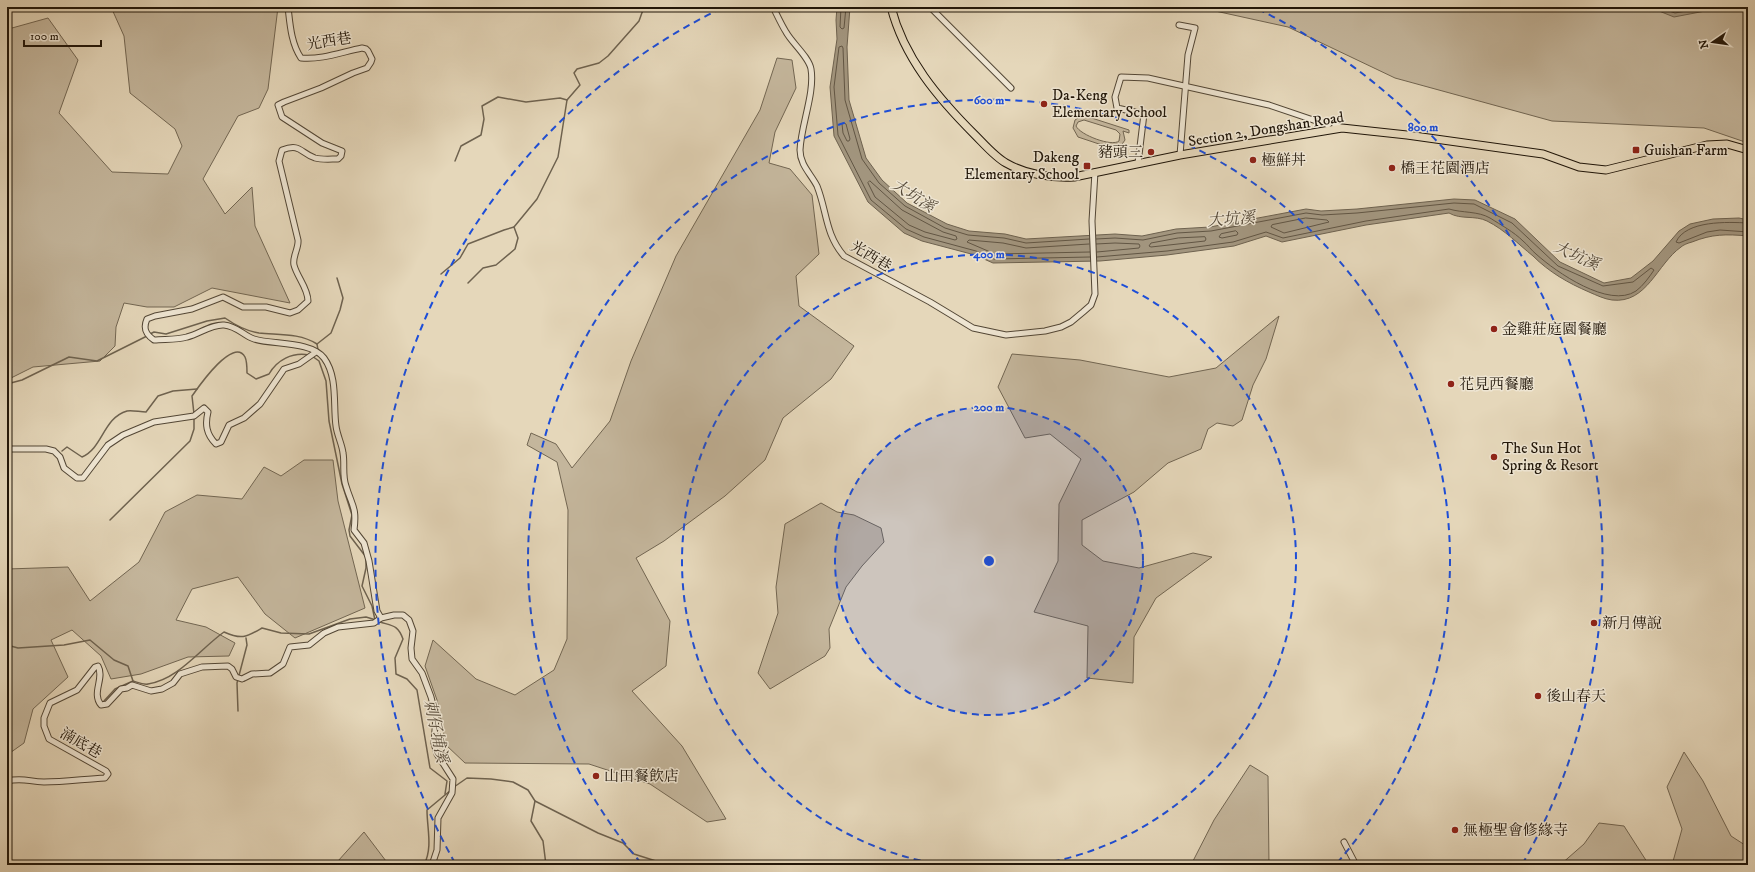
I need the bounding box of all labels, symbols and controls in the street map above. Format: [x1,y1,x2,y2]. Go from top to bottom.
scale bar [24,22,101,48]
north arrow [1693,22,1733,62]
text: 100 m [30,29,59,44]
street label: 光西巷 [305,29,353,54]
text: N [1696,38,1712,50]
place label: Da-Keng Elementary School [1052,86,1167,122]
text: 600 m [974,93,1004,108]
marker: Da-Keng Elementary School [1039,99,1049,109]
street label: Section 2, Dongshan Road [1187,108,1346,151]
text: 800 m [1408,120,1438,135]
place label: Guishan Farm [1644,141,1728,160]
place label: 豬頭三 [1098,143,1143,162]
marker: Guishan Farm [1631,145,1641,155]
marker: 豬頭三 [1146,147,1156,157]
place label: Dakeng Elementary School [964,148,1080,184]
place label: 極鮮丼 [1261,151,1306,170]
marker: 極鮮丼 [1248,155,1258,165]
place label: 橋王花園酒店 [1400,159,1490,178]
marker: Dakeng Elementary School [1082,161,1092,171]
marker: 橋王花園酒店 [1387,163,1397,173]
water label: 大坑溪 [888,175,941,218]
water label: 大坑溪 [1206,207,1258,231]
street label: 光西巷 [847,237,895,276]
water label: 大坑溪 [1551,237,1604,276]
text: 400 m [972,247,1005,262]
place label: 金雞莊庭園餐廳 [1502,320,1607,339]
marker: 金雞莊庭園餐廳 [1489,324,1499,334]
place label: 花見西餐廳 [1459,375,1534,394]
marker: 花見西餐廳 [1446,379,1456,389]
text: 200 m [974,400,1004,415]
place label: The Sun Hot Spring & Resort [1502,439,1599,475]
marker: The Sun Hot Spring & Resort [1489,452,1499,462]
centre of rings [982,554,996,568]
place label: 新月傳說 [1602,614,1662,633]
marker: 新月傳說 [1589,618,1599,628]
place label: 後山春天 [1546,687,1606,706]
marker: 後山春天 [1533,691,1543,701]
water label: 刺仔埔溪 [420,698,453,767]
street label: 湳底巷 [57,724,105,763]
place label: 山田餐飲店 [604,767,679,786]
marker: 山田餐飲店 [591,771,601,781]
place label: 無極聖會修緣寺 [1463,821,1568,840]
marker: 無極聖會修緣寺 [1450,825,1460,835]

════════════════

Skipping the pictures, transcribe each line above exactly as it appears.

[SOLUTION TO THE EXERCISE]
I need the bounding box of all labels, symbols and controls in the street map above. Format: [x1,y1,x2,y2]. Go from top to bottom.
scale bar [24,22,101,48]
north arrow [1693,22,1733,62]
text: 100 m [30,29,59,44]
street label: 光西巷 [305,29,353,54]
text: N [1696,38,1712,50]
place label: Da-Keng Elementary School [1052,86,1167,122]
text: 600 m [974,93,1004,108]
marker: Da-Keng Elementary School [1039,99,1049,109]
street label: Section 2, Dongshan Road [1187,108,1346,151]
text: 800 m [1408,120,1438,135]
place label: Guishan Farm [1644,141,1728,160]
place label: 豬頭三 [1098,143,1143,162]
marker: Guishan Farm [1631,145,1641,155]
marker: 豬頭三 [1146,147,1156,157]
place label: Dakeng Elementary School [964,148,1080,184]
place label: 極鮮丼 [1261,151,1306,170]
marker: 極鮮丼 [1248,155,1258,165]
place label: 橋王花園酒店 [1400,159,1490,178]
marker: Dakeng Elementary School [1082,161,1092,171]
marker: 橋王花園酒店 [1387,163,1397,173]
water label: 大坑溪 [888,175,941,218]
water label: 大坑溪 [1206,207,1258,231]
street label: 光西巷 [847,237,895,276]
water label: 大坑溪 [1551,237,1604,276]
text: 400 m [972,247,1005,262]
place label: 金雞莊庭園餐廳 [1502,320,1607,339]
marker: 金雞莊庭園餐廳 [1489,324,1499,334]
place label: 花見西餐廳 [1459,375,1534,394]
marker: 花見西餐廳 [1446,379,1456,389]
text: 200 m [974,400,1004,415]
place label: The Sun Hot Spring & Resort [1502,439,1599,475]
marker: The Sun Hot Spring & Resort [1489,452,1499,462]
centre of rings [982,554,996,568]
place label: 新月傳說 [1602,614,1662,633]
marker: 新月傳說 [1589,618,1599,628]
place label: 後山春天 [1546,687,1606,706]
marker: 後山春天 [1533,691,1543,701]
water label: 刺仔埔溪 [420,698,453,767]
street label: 湳底巷 [57,724,105,763]
place label: 山田餐飲店 [604,767,679,786]
marker: 山田餐飲店 [591,771,601,781]
place label: 無極聖會修緣寺 [1463,821,1568,840]
marker: 無極聖會修緣寺 [1450,825,1460,835]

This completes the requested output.